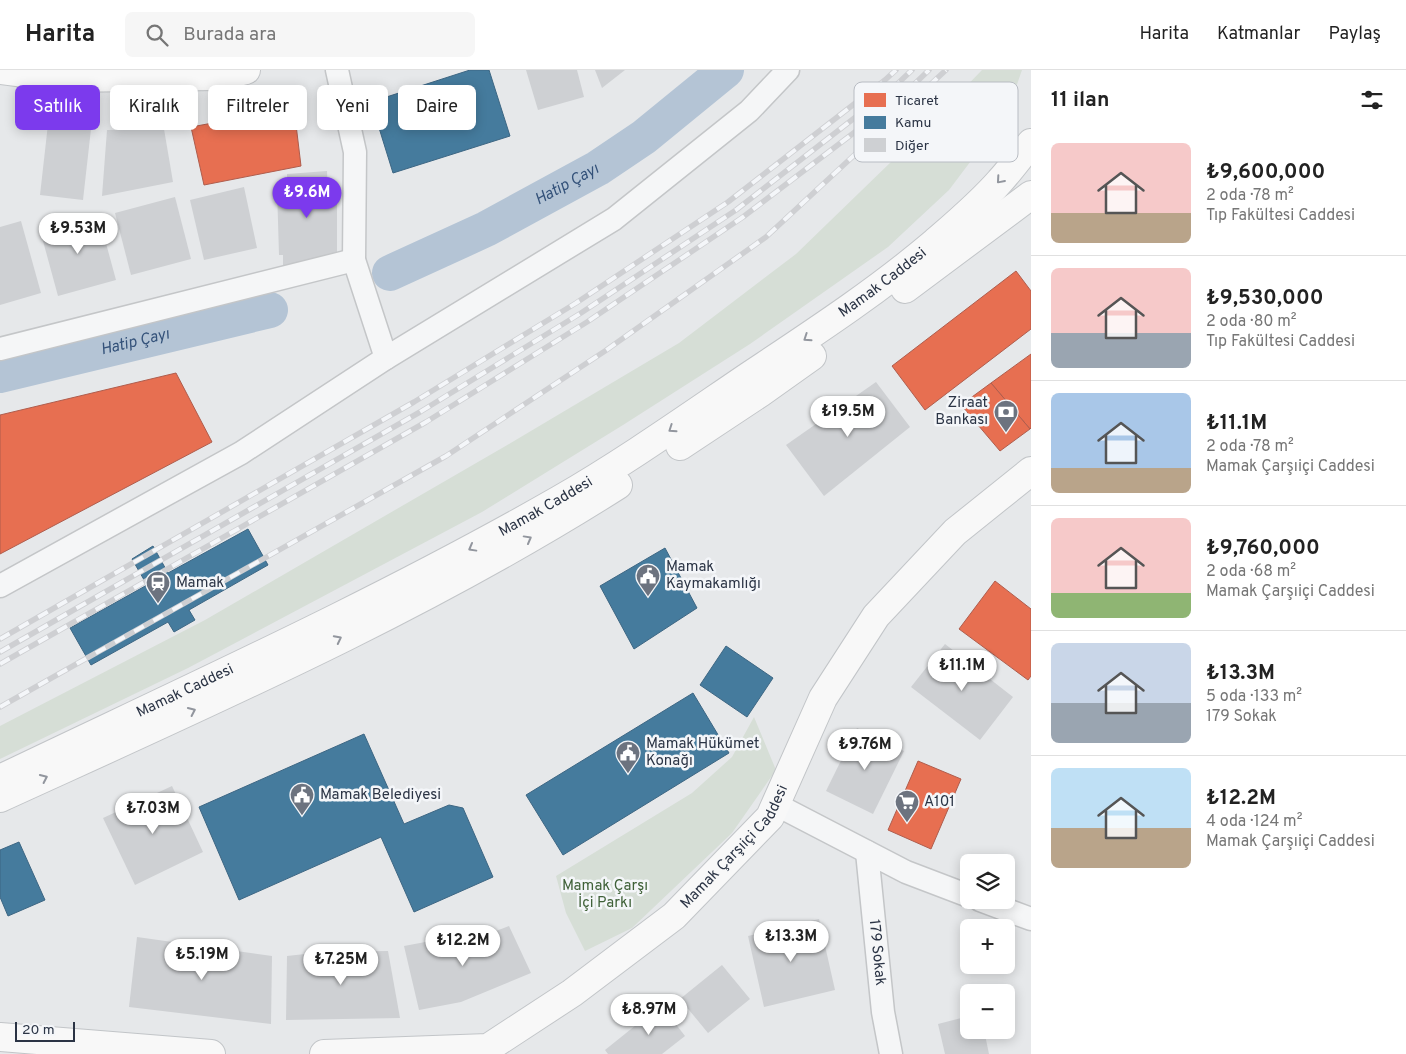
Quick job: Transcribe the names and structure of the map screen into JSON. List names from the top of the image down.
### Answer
{
  "streets": {
    "main road": ["Mamak Caddesi", "Mamak Çarşıiçi Caddesi"],
    "street": ["179 Sokak"]
  },
  "water": ["Hatip Çayı"],
  "parks": ["Mamak Çarşı İçi Parkı"],
  "places": {
    "bank": ["Ziraat Bankası"],
    "public building": ["Mamak Kaymakamlığı", "Mamak Hükümet Konağı", "Mamak Belediyesi"],
    "station": ["Mamak"],
    "supermarket": ["A101"]
  },
  "legend": ["Ticaret", "Kamu", "Diğer"],
  "scale_bar": "20 m",
  "page": {
    "header": "Harita",
    "search": "Burada ara",
    "nav": ["Harita", "Katmanlar", "Paylaş"],
    "heading": "11 ilan",
    "chip": [
      "Satılık",
      "Kiralık",
      "Filtreler",
      "Yeni",
      "Daire"
    ],
    "list": [
      {
        "name": "₺9,600,000",
        "note": "2 oda · 78 m² · Tıp Fakültesi Caddesi"
      },
      {
        "name": "₺9,530,000",
        "note": "2 oda · 80 m² · Tıp Fakültesi Caddesi"
      },
      {
        "name": "₺11.1M",
        "note": "2 oda · 78 m² · Mamak Çarşıiçi Caddesi"
      },
      {
        "name": "₺9,760,000",
        "note": "2 oda · 68 m² · Mamak Çarşıiçi Caddesi"
      },
      {
        "name": "₺13.3M",
        "note": "5 oda · 133 m² · 179 Sokak"
      },
      {
        "name": "₺12.2M",
        "note": "4 oda · 124 m² · Mamak Çarşıiçi Caddesi"
      }
    ],
    "price": [
      "₺9.6M",
      "₺9.53M",
      "₺19.5M",
      "₺11.1M",
      "₺9.76M",
      "₺7.03M",
      "₺13.3M",
      "₺12.2M",
      "₺5.19M",
      "₺7.25M",
      "₺8.97M"
    ],
    "map_buttons": ["+", "−"],
    "scale": "20 m"
  }
}
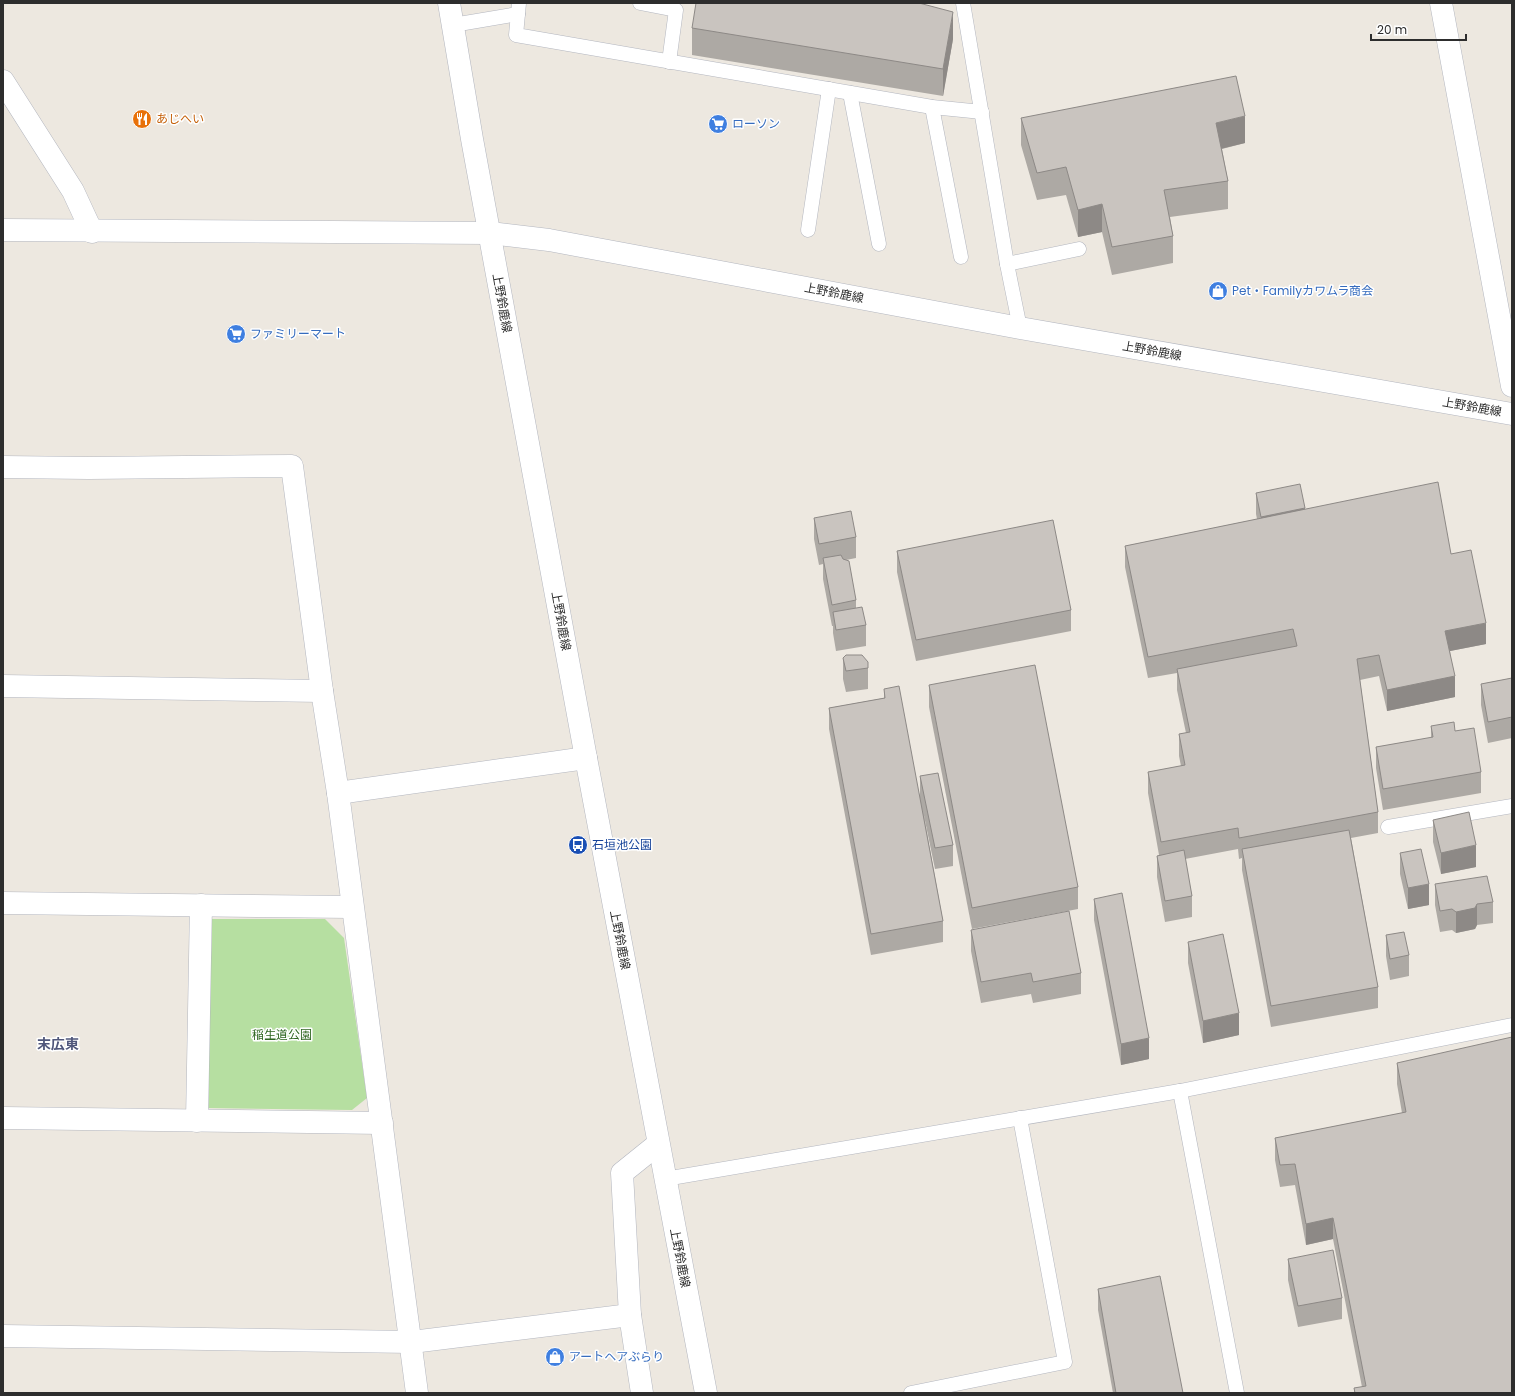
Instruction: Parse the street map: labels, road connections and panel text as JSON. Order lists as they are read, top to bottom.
{
  "streets": {
    "street": ["上野鈴鹿線"]
  },
  "districts": ["末広東"],
  "parks": ["稲生道公園"],
  "places": {
    "restaurant": ["あじへい"],
    "supermarket": ["ローソン", "ファミリーマート"],
    "shop": ["Pet・Familyカワムラ商会", "アートヘアぶらり"],
    "bus stop": ["石垣池公園"]
  },
  "scale_bar": "20 m"
}
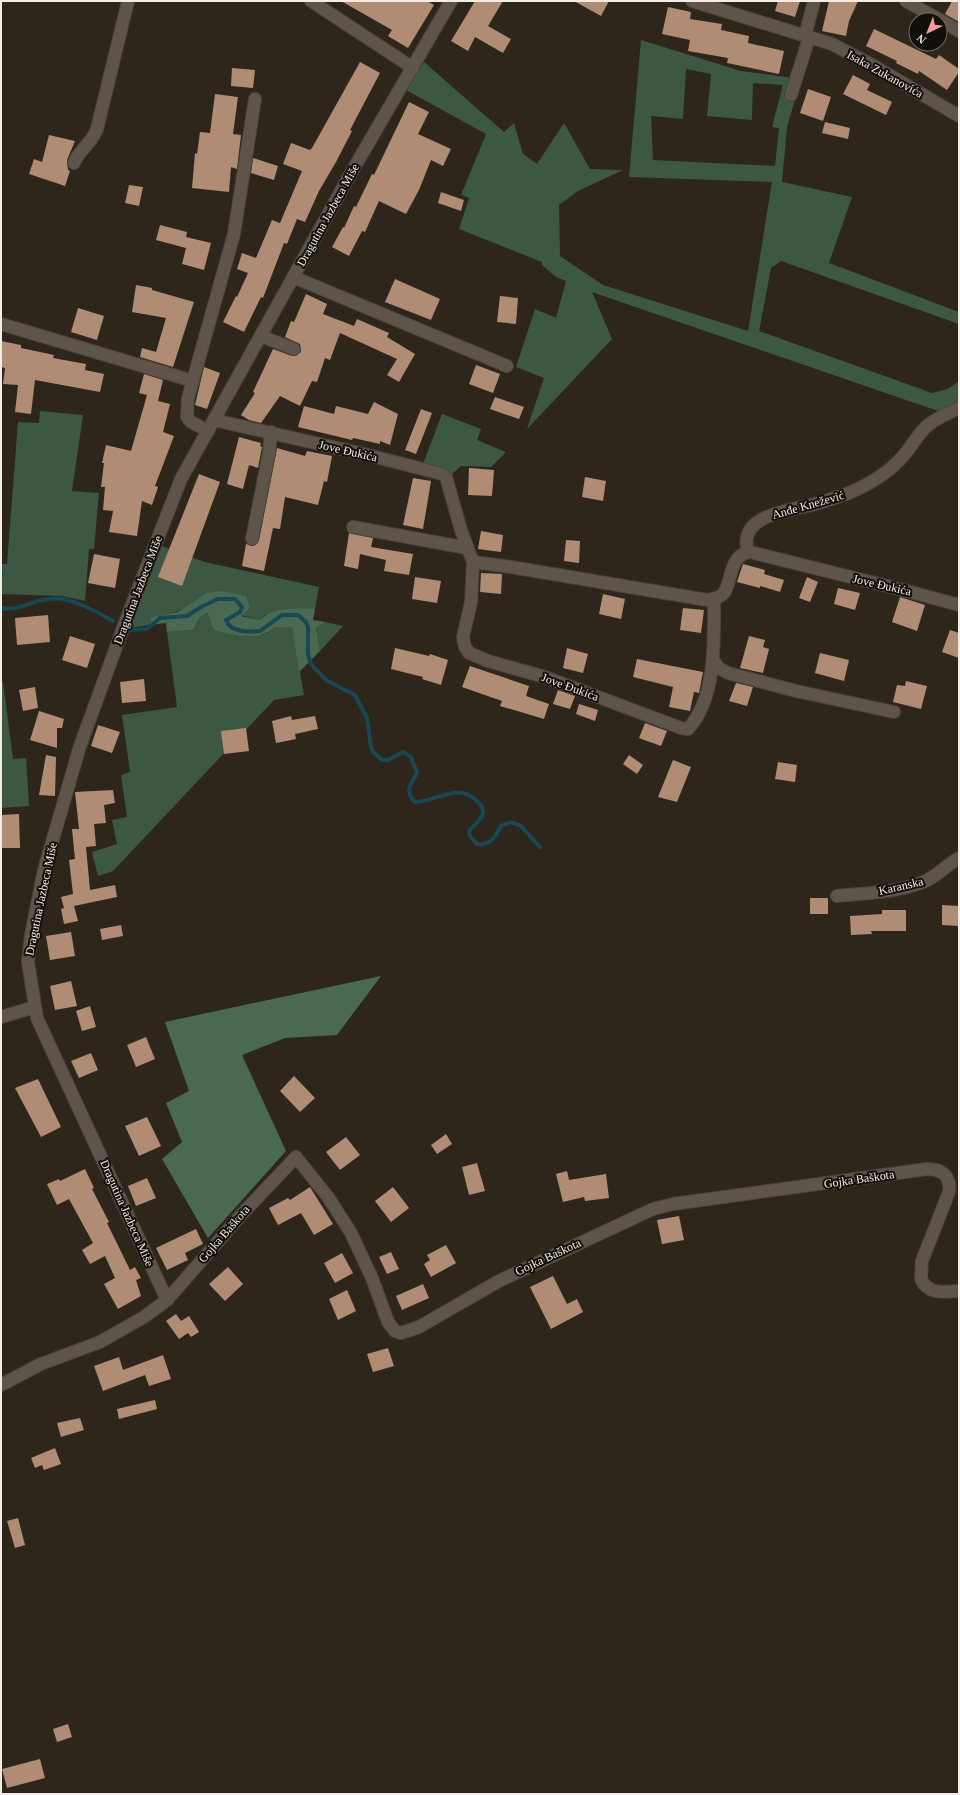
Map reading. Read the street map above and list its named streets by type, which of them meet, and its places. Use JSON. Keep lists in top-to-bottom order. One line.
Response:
{"streets":{"street":["Isaka Zukanovića","Dragutina Jazbeca Miše","Jove Đukića","Anđe Knežević","Karanska","Gojka Baškota"]},"crossings":[["Dragutina Jazbeca Miše","Jove Đukića"],["Dragutina Jazbeca Miše","Gojka Baškota"],["Jove Đukića","Anđe Knežević"]],"north":"bottom left"}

○ ○ ○ ○

## YOUR ASSIGNMENT
Restate each entry word for word; pictures stay out of the copy.

## FINISHED TASK
Quick job: Transcribe the names and structure of the map screen into JSON. List names from the top of the image down.
### Answer
{
  "streets": {
    "main road": ["Mamak Caddesi", "Mamak Çarşıiçi Caddesi"],
    "street": ["179 Sokak"]
  },
  "water": ["Hatip Çayı"],
  "parks": ["Mamak Çarşı İçi Parkı"],
  "places": {
    "bank": ["Ziraat Bankası"],
    "public building": ["Mamak Kaymakamlığı", "Mamak Hükümet Konağı", "Mamak Belediyesi"],
    "station": ["Mamak"],
    "supermarket": ["A101"]
  },
  "legend": ["Ticaret", "Kamu", "Diğer"],
  "scale_bar": "20 m",
  "page": {
    "header": "Harita",
    "search": "Burada ara",
    "nav": ["Harita", "Katmanlar", "Paylaş"],
    "heading": "11 ilan",
    "chip": [
      "Satılık",
      "Kiralık",
      "Filtreler",
      "Yeni",
      "Daire"
    ],
    "list": [
      {
        "name": "₺9,600,000",
        "note": "2 oda · 78 m² · Tıp Fakültesi Caddesi"
      },
      {
        "name": "₺9,530,000",
        "note": "2 oda · 80 m² · Tıp Fakültesi Caddesi"
      },
      {
        "name": "₺11.1M",
        "note": "2 oda · 78 m² · Mamak Çarşıiçi Caddesi"
      },
      {
        "name": "₺9,760,000",
        "note": "2 oda · 68 m² · Mamak Çarşıiçi Caddesi"
      },
      {
        "name": "₺13.3M",
        "note": "5 oda · 133 m² · 179 Sokak"
      },
      {
        "name": "₺12.2M",
        "note": "4 oda · 124 m² · Mamak Çarşıiçi Caddesi"
      }
    ],
    "price": [
      "₺9.6M",
      "₺9.53M",
      "₺19.5M",
      "₺11.1M",
      "₺9.76M",
      "₺7.03M",
      "₺13.3M",
      "₺12.2M",
      "₺5.19M",
      "₺7.25M",
      "₺8.97M"
    ],
    "map_buttons": ["+", "−"],
    "scale": "20 m"
  }
}
Instruction: Parse the street map: labels, road connections and panel text as JSON. Order lists as they are read, top to bottom.
{
  "streets": {
    "street": ["上野鈴鹿線"]
  },
  "districts": ["末広東"],
  "parks": ["稲生道公園"],
  "places": {
    "restaurant": ["あじへい"],
    "supermarket": ["ローソン", "ファミリーマート"],
    "shop": ["Pet・Familyカワムラ商会", "アートヘアぶらり"],
    "bus stop": ["石垣池公園"]
  },
  "scale_bar": "20 m"
}
Map reading. Read the street map above and list its named streets by type, which of them meet, and its places. Use JSON. Keep lists in top-to-bottom order. One line.
Response:
{"streets":{"street":["Isaka Zukanovića","Dragutina Jazbeca Miše","Jove Đukića","Anđe Knežević","Karanska","Gojka Baškota"]},"crossings":[["Dragutina Jazbeca Miše","Jove Đukića"],["Dragutina Jazbeca Miše","Gojka Baškota"],["Jove Đukića","Anđe Knežević"]],"north":"bottom left"}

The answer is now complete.